1. Aplikasi usaha tani konservasi
Keadaan lahan kritis dapat diperbaiki melalui penerapan usaha tani konservasi (conservation farming)
yaitu bentuk budidaya pertanian yang menekankan pemanfaatan lahan sekamsimal mungkin sepanjang tahun dengan memperhatikan kaidah-kaidan atau teknik konservasi. Tujuan utamanya adalah untuk mencegah kerusakan tanah, mempertahankan dan meningkatkan produktivitas maupun kesuburan tanahnya (Rukmana, 1995). Kunci keberhasilan budidaya tanaman pangan berkelanjutan antara lain:
a) mengusahakan agar tanah tertutup tanaman sepanjang tahun guna melindungi tanah dari erosi dan pencucian b) mengembalikan sisa-sisa tanaman, kompos dan pupuk kandang ke dalam tanah guna memperbaiki/mempertahankan bahan organik tanah (Effendi et al, 1986). Kebiasaan petani dalam mengusahakan tanaman pangan sebagian besar limbah pertaniannya diangkut keluar untuk pakan ternak dan kayu bakar, dibakar pada saat persiapan tanah atau terbawa erosi, oleh karena itu makin lama kandungan bahan organik tanah makin menurun dan diikuti oleh peningkatan erosi tanah karena kurangnya tindakan konservasi tanah.

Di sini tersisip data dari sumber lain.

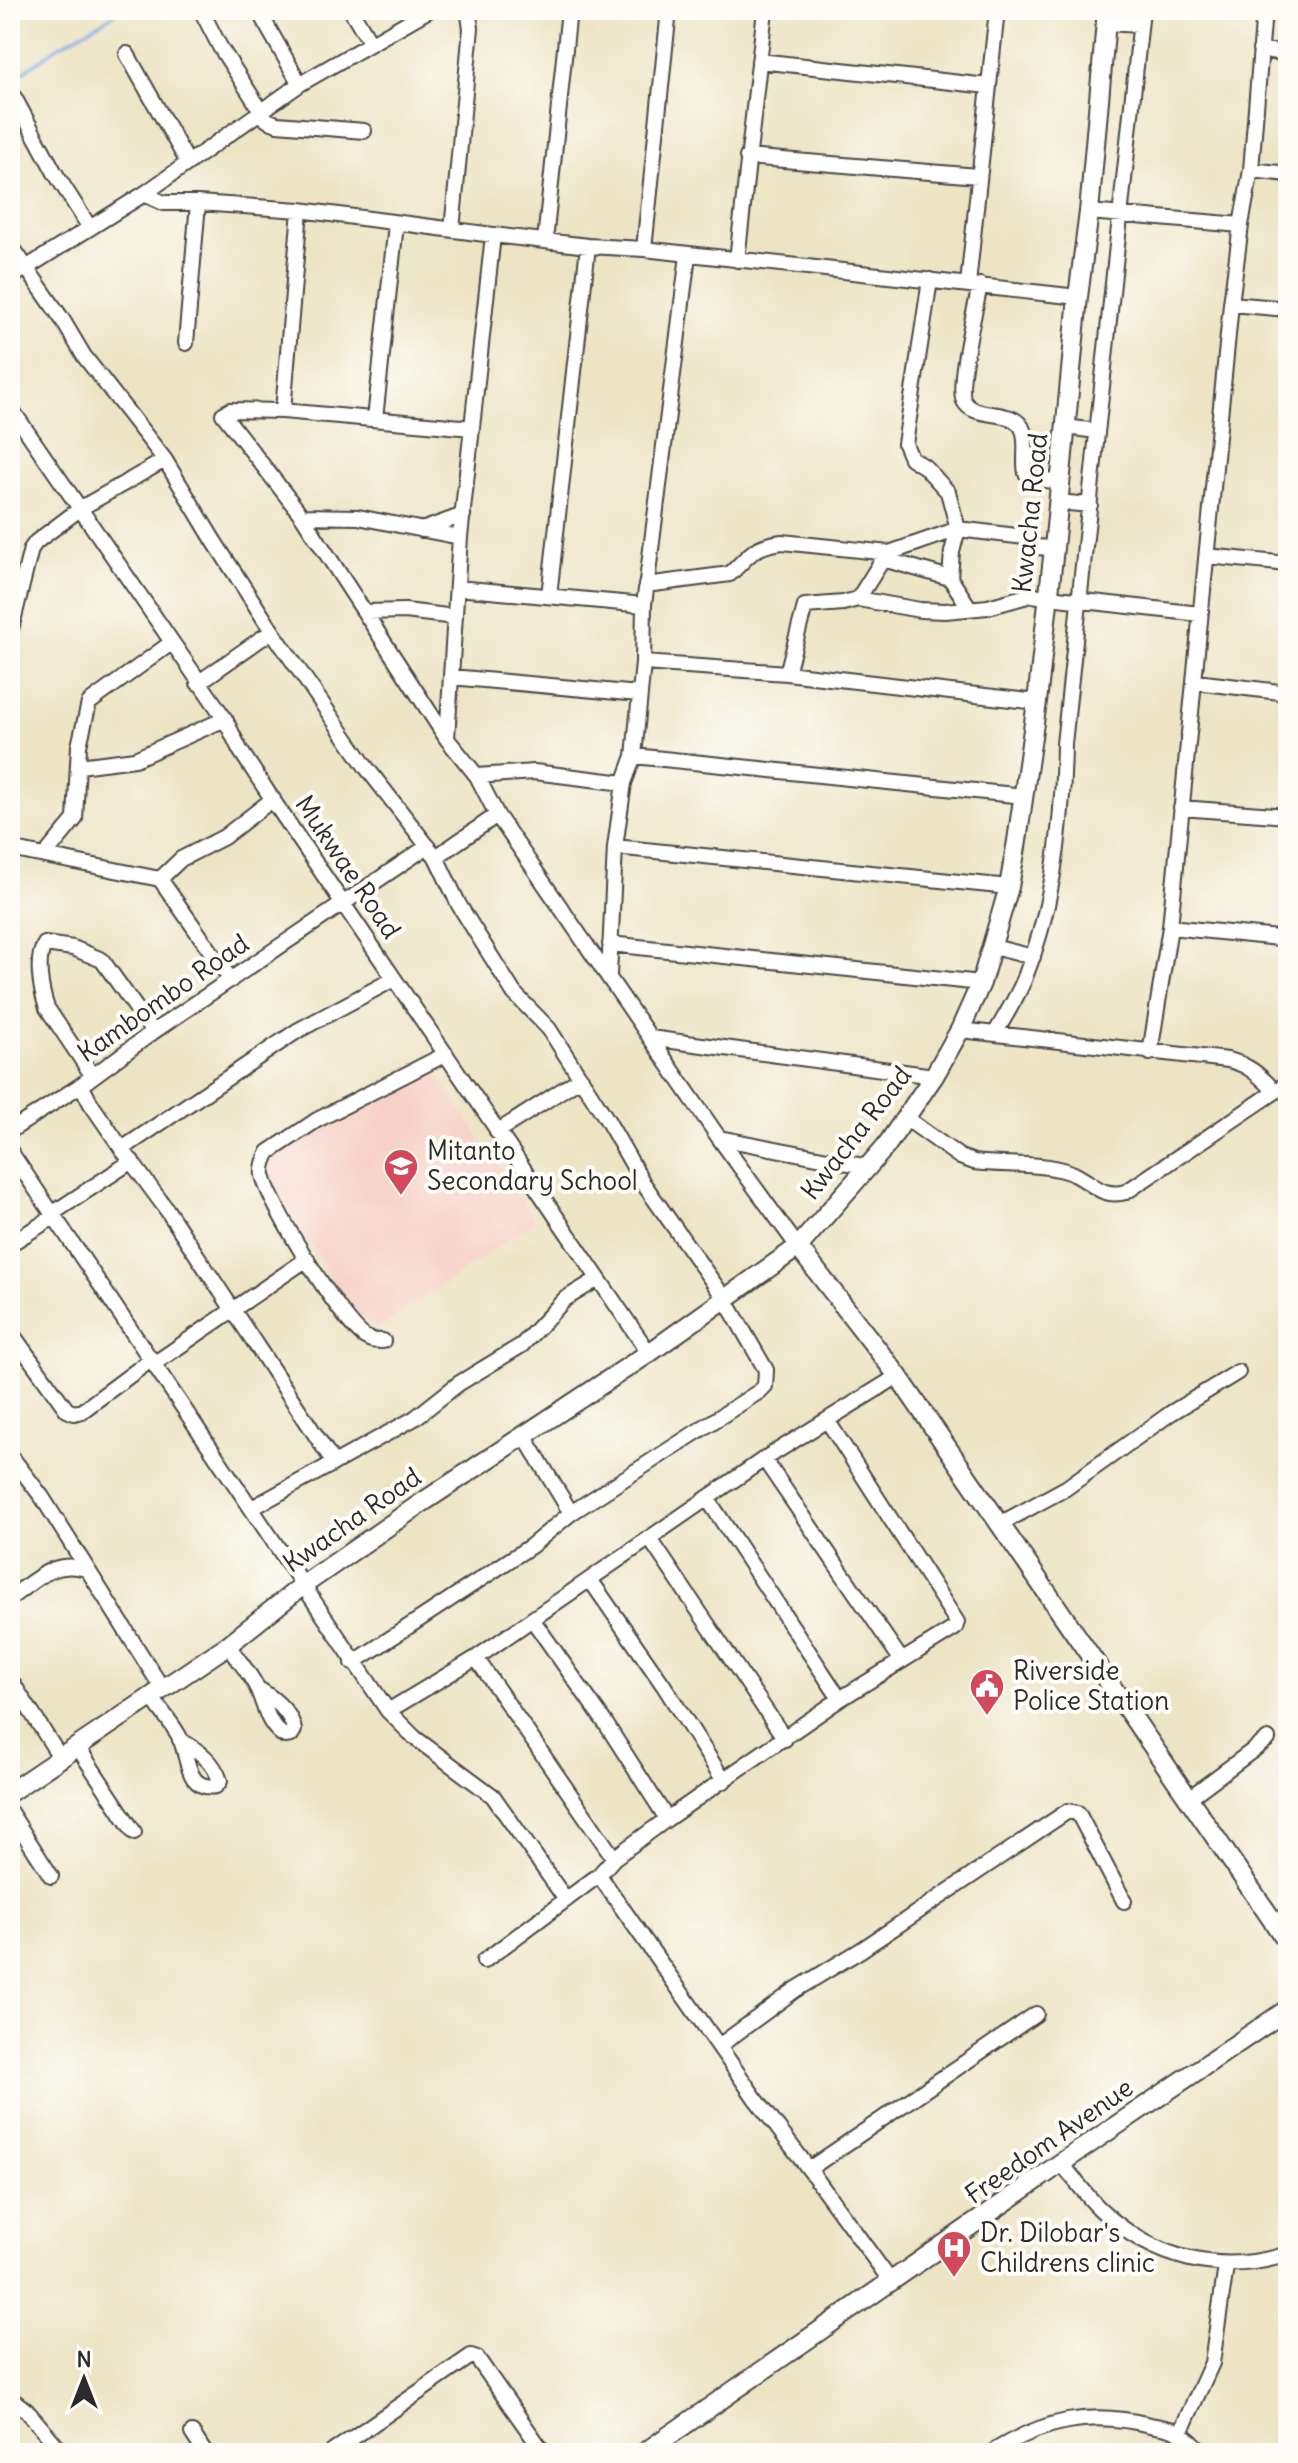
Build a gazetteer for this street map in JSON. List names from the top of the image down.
{
  "streets": {
    "main road": ["Kwacha Road", "Freedom Avenue"],
    "street": ["Mukwae Road", "Kambombo Road"]
  },
  "crossings": [
    ["Kwacha Road", "Mukwae Road"],
    ["Mukwae Road", "Kambombo Road"]
  ],
  "places": {
    "school or university": ["Mitanto Secondary School"],
    "public building": ["Riverside Police Station"],
    "hospital": ["Dr. Dilobar's Childrens clinic"]
  },
  "north": "top"
}
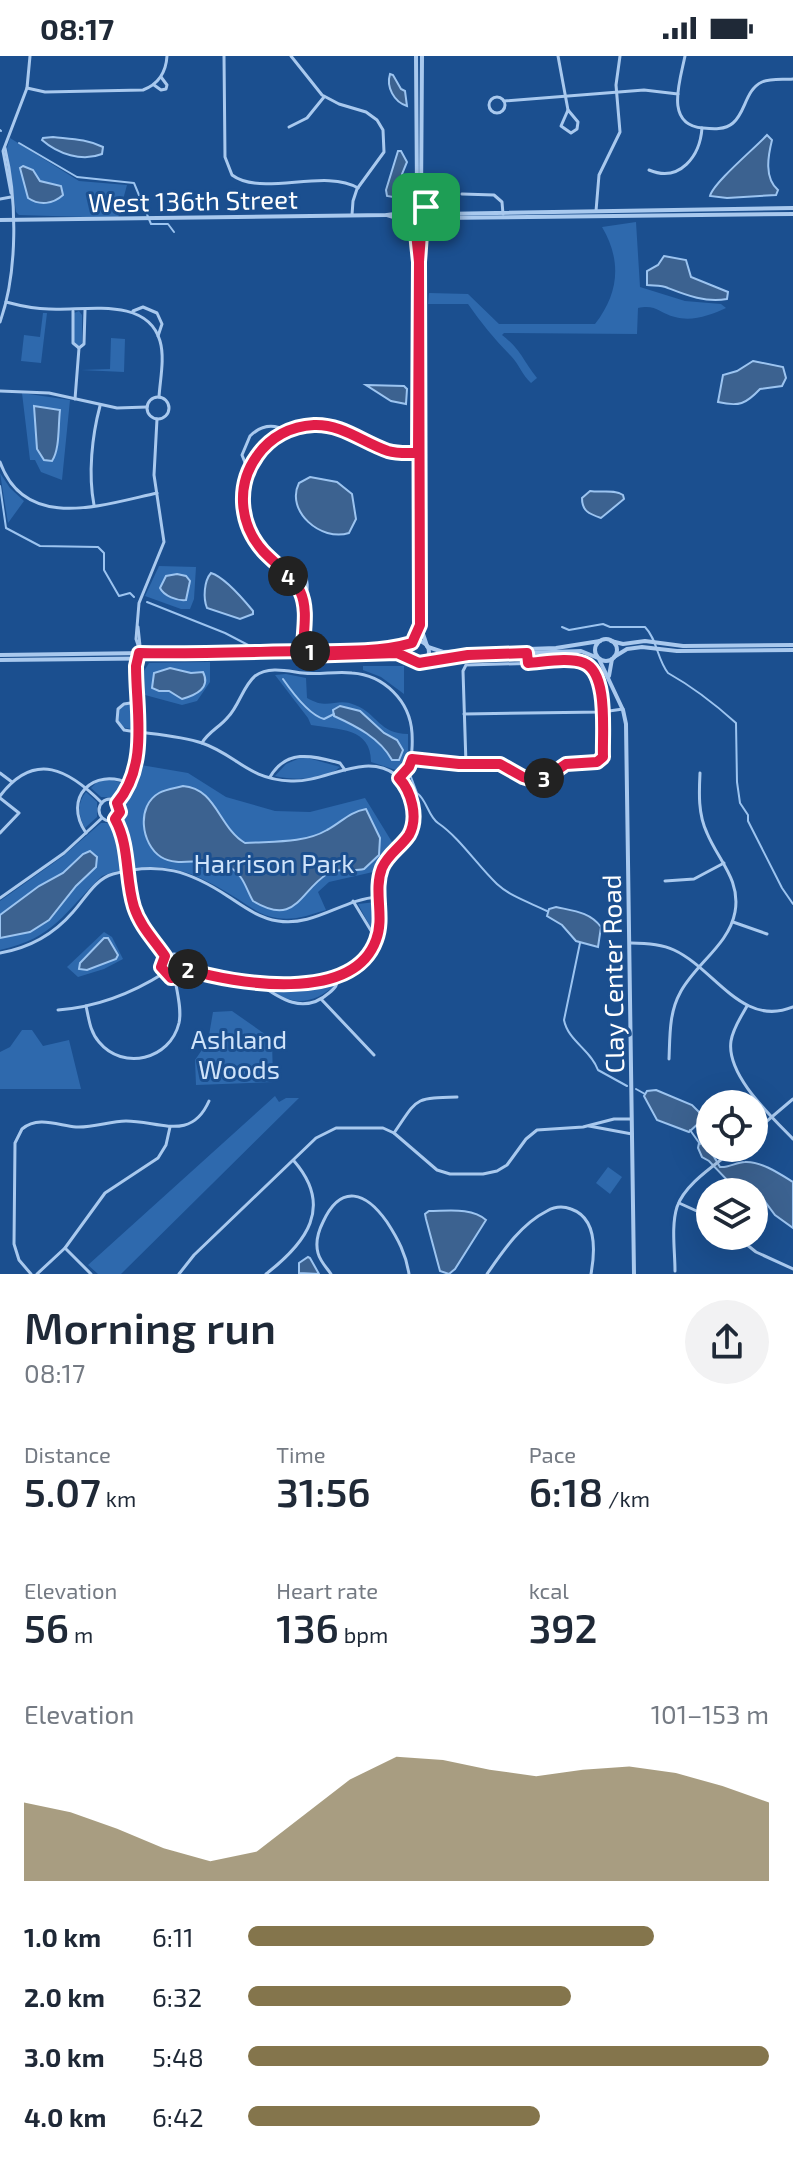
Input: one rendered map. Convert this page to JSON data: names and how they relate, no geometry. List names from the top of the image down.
{
  "streets": {
    "street": ["West 136th Street", "Clay Center Road"]
  },
  "parks": ["Harrison Park", "Ashland Woods"],
  "page": {
    "status": "08:17",
    "pins": [
      "4",
      "1",
      "3",
      "2"
    ],
    "heading": ["Morning run", "08:17"],
    "stats": [
      ["Distance", "5.07 km"],
      ["Time", "31:56"],
      ["Pace", "6:18 /km"],
      ["Elevation", "56 m"],
      ["Heart rate", "136 bpm"],
      ["kcal", "392"]
    ],
    "chart": ["Elevation", "101–153 m"],
    "list": [
      {
        "name": "1.0 km",
        "note": "6:11"
      },
      {
        "name": "2.0 km",
        "note": "6:32"
      },
      {
        "name": "3.0 km",
        "note": "5:48"
      },
      {
        "name": "4.0 km",
        "note": "6:42"
      }
    ]
  }
}
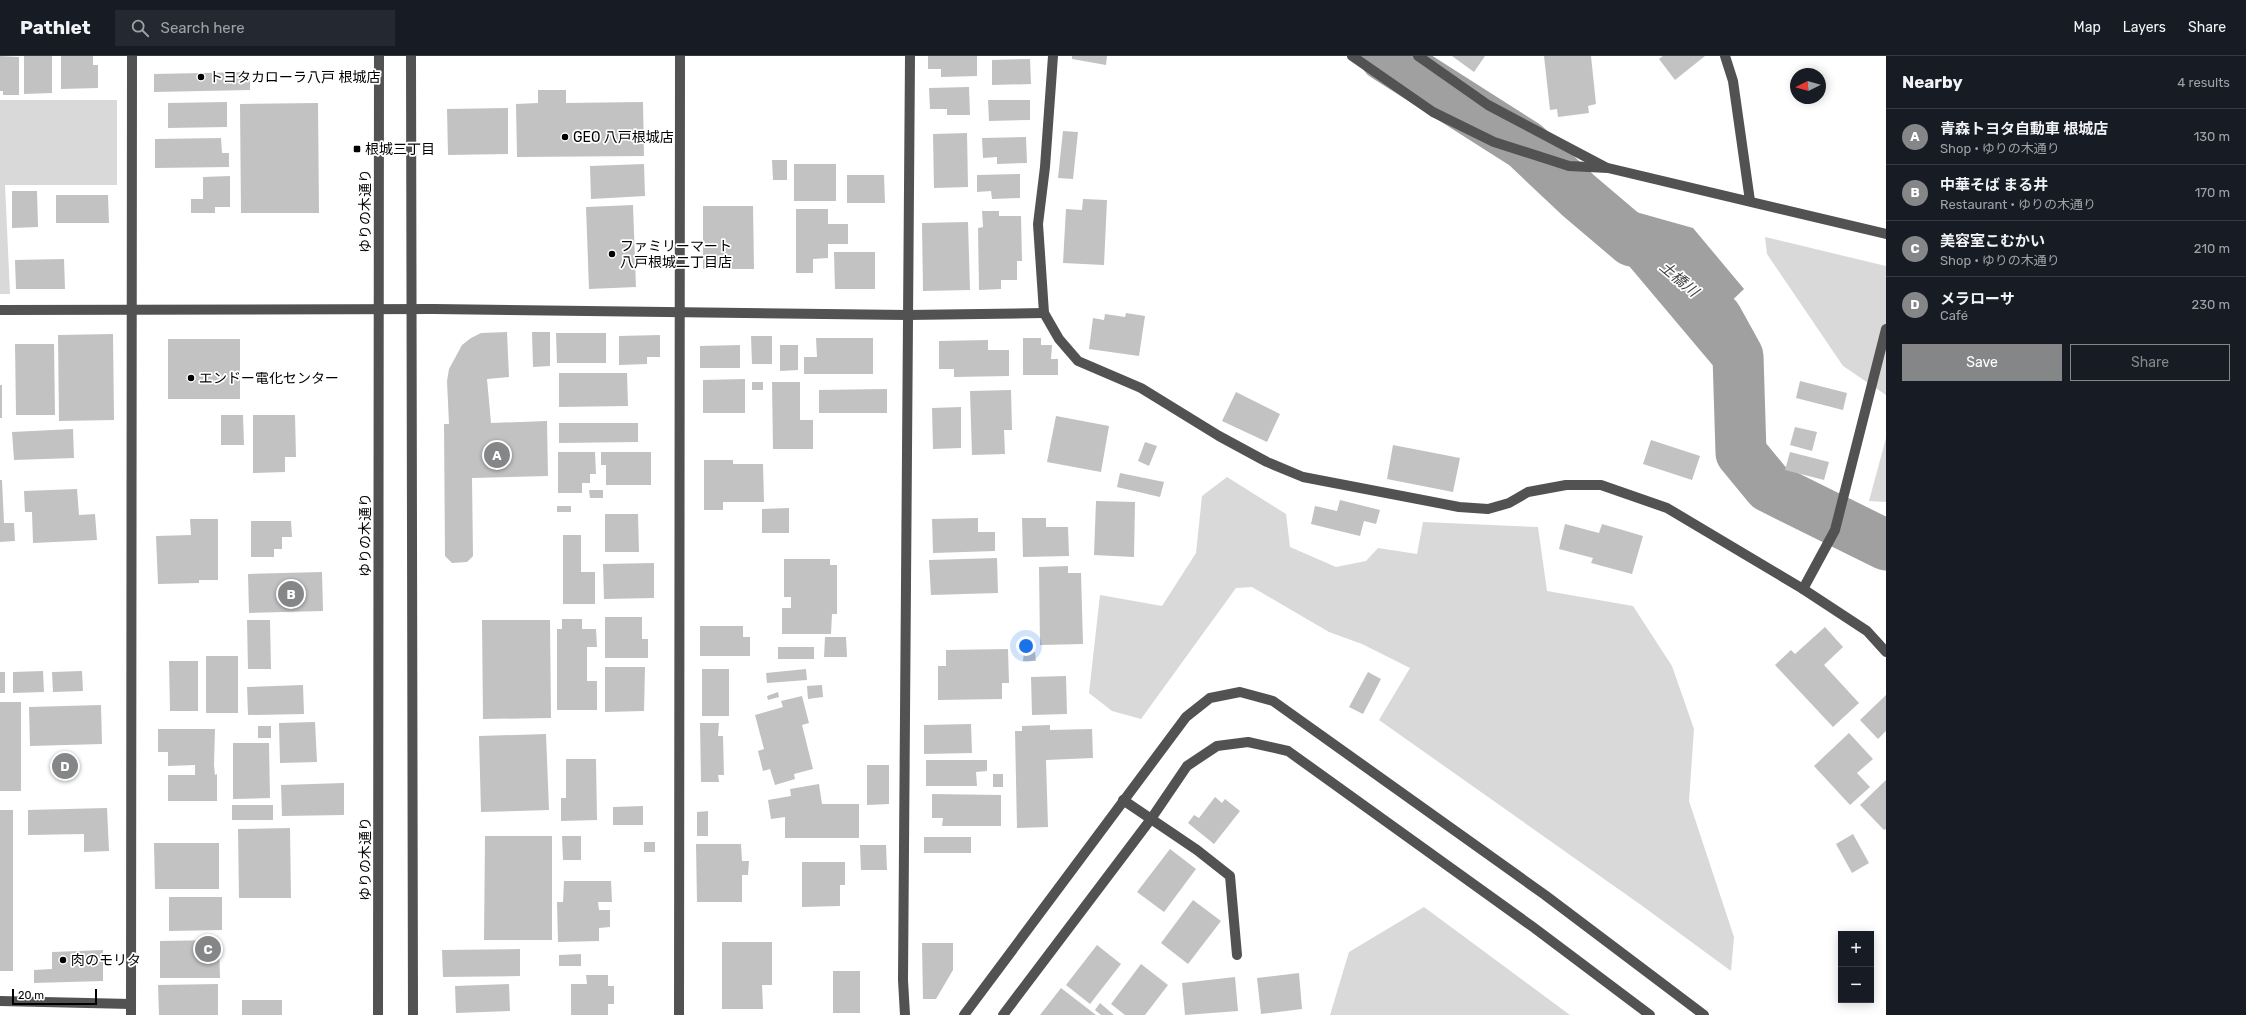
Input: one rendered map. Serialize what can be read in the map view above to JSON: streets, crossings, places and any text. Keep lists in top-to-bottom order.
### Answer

Pengusahaan budidaya tanaman yang dapat menutup permukaan
tanah sepanjang tahun merupakan tindakan konservasi vegetatif yang baik.
Tindakan tersebut akan lebih baik lagi jika sisa tanaman juga dikembalikan
sebagai tambahan bahan organik tanah. Bahan organik yang tinggi tidak hanya
akan menambah nutrisi tanah setelah melapuk, tetapi juga dapat berperan sebagai
penyanggah dari pupuk yang diberikan, mengikat air lebih baik dan meningkatkan
daya infiltrasi tanah dari curah hujan yang jatuh akhirnya dapat mengurangi
erosi dan aliran permukaan serta dapat meningkat produksi dan pendapatan
petani. Toha dan Abdurahman (1991) mengemukakan bahwa pemberian mulsa
lamtorogung 30 ton/ha dengan tanpa pupuk N dapat mengimbangi pemupukan 45 kg
N/ha dengan tanpa mulsa.
2. Penggunaan Amelioran
Penggunaan pupuk organik (pupuk kandang atau pupuk hijau )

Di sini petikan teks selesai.